=== Problem statement ===
Once you have counted the lines below that contain "rows", give that number and nothing else.

=== Data to process ===
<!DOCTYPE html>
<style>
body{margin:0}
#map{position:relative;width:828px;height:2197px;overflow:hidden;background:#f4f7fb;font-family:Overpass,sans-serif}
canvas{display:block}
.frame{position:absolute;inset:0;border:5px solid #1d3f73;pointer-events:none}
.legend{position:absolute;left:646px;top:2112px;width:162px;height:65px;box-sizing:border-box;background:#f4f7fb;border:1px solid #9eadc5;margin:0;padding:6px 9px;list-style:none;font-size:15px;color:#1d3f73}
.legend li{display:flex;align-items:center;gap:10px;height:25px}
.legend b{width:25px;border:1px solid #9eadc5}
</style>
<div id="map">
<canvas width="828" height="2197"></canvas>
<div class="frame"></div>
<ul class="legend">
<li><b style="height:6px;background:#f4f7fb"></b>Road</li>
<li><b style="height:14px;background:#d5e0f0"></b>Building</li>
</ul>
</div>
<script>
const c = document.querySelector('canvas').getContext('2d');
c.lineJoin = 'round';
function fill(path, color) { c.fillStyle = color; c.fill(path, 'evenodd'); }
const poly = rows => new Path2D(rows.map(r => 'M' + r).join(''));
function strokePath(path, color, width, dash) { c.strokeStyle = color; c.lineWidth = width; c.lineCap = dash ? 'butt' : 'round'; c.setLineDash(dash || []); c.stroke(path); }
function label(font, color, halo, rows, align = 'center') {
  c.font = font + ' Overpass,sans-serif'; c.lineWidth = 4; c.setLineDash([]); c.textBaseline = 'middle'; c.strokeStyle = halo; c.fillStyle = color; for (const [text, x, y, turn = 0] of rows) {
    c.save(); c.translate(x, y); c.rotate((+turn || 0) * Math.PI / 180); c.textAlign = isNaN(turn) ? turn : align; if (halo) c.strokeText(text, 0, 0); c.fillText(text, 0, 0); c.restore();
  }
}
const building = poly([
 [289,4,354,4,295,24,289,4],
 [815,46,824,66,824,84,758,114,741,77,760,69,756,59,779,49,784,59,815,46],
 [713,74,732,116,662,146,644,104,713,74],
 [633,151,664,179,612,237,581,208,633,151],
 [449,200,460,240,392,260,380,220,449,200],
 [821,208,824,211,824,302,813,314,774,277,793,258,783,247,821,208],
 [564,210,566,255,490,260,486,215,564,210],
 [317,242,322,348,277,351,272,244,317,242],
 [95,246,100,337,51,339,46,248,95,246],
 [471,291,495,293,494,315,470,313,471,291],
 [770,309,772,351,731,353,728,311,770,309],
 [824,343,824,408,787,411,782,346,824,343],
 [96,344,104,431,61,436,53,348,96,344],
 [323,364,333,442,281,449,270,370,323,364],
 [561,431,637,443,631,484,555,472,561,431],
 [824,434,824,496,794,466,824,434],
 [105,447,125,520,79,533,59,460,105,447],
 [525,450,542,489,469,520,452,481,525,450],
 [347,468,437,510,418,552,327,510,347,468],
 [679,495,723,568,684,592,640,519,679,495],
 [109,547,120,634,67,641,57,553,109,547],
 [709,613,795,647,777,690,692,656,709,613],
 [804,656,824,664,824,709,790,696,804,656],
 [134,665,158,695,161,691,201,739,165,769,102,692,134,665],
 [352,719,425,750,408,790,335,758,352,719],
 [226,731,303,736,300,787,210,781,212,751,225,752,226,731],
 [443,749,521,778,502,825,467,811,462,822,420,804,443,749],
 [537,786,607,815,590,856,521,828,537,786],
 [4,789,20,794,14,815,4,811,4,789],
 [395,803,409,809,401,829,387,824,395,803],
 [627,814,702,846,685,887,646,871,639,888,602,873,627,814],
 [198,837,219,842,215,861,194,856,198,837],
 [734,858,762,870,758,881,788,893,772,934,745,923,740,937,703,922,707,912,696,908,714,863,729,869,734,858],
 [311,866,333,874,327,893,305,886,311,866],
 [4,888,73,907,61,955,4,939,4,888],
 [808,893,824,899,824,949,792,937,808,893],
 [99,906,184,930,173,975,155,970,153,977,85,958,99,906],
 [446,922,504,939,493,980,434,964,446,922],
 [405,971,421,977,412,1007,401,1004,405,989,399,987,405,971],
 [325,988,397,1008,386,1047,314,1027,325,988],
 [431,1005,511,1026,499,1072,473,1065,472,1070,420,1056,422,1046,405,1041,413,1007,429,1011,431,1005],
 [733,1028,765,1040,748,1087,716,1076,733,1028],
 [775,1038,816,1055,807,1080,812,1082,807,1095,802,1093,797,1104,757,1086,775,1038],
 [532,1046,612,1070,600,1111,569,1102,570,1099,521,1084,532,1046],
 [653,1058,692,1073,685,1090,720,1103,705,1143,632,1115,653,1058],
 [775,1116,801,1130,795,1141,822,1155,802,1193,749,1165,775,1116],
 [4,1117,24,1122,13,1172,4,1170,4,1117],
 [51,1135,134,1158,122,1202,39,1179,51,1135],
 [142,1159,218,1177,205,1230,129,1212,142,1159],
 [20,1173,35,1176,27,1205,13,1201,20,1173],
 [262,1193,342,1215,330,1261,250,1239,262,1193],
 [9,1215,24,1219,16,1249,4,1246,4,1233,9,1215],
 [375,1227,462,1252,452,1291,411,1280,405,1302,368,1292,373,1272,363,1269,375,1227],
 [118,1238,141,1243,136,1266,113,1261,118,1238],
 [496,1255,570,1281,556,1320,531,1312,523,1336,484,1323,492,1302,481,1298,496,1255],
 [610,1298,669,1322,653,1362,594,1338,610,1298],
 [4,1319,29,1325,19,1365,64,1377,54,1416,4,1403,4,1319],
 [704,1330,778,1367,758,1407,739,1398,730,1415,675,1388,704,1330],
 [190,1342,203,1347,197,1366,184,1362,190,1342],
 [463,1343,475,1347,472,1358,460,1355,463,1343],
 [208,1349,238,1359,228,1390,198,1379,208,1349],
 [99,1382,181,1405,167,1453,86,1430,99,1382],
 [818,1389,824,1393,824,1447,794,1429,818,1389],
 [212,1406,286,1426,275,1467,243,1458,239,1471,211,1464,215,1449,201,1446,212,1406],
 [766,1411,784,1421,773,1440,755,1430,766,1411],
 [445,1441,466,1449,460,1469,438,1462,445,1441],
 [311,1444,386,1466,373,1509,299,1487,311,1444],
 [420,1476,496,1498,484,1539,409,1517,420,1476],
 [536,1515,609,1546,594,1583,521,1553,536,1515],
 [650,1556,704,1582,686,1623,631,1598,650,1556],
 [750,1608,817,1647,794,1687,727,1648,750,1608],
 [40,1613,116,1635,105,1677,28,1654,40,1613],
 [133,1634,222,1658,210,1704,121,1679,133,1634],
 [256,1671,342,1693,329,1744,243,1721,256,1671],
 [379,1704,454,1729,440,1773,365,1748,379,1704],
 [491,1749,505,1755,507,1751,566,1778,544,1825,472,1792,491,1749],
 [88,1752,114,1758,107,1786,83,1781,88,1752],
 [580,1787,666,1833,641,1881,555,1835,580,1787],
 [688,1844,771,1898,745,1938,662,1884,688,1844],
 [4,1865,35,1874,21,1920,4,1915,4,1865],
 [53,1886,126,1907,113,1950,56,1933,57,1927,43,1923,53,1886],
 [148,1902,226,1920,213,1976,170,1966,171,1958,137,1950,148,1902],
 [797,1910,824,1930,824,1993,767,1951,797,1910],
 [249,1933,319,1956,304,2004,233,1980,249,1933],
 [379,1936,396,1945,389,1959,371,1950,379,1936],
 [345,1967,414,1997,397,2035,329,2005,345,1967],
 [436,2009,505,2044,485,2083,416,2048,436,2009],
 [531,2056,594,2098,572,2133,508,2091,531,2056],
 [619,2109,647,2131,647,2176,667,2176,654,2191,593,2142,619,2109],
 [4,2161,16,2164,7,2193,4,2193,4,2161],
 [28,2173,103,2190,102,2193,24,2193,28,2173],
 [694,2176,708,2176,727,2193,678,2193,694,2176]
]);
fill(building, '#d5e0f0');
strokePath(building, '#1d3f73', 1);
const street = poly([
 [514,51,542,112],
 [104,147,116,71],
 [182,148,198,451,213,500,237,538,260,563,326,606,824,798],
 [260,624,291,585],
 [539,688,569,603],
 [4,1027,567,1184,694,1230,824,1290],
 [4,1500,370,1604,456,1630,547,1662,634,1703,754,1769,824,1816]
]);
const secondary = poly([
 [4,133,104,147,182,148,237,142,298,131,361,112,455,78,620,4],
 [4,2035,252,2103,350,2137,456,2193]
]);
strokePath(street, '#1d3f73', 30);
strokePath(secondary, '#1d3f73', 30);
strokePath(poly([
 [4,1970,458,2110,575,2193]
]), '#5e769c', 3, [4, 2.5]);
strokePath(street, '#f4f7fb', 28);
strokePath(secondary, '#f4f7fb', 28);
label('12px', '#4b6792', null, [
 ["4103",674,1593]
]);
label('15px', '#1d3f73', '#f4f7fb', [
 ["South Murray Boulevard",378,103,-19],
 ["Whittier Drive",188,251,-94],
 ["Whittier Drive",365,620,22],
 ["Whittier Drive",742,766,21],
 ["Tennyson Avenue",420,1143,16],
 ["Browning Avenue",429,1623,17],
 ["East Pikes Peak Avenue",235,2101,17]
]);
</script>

=== Result ===
3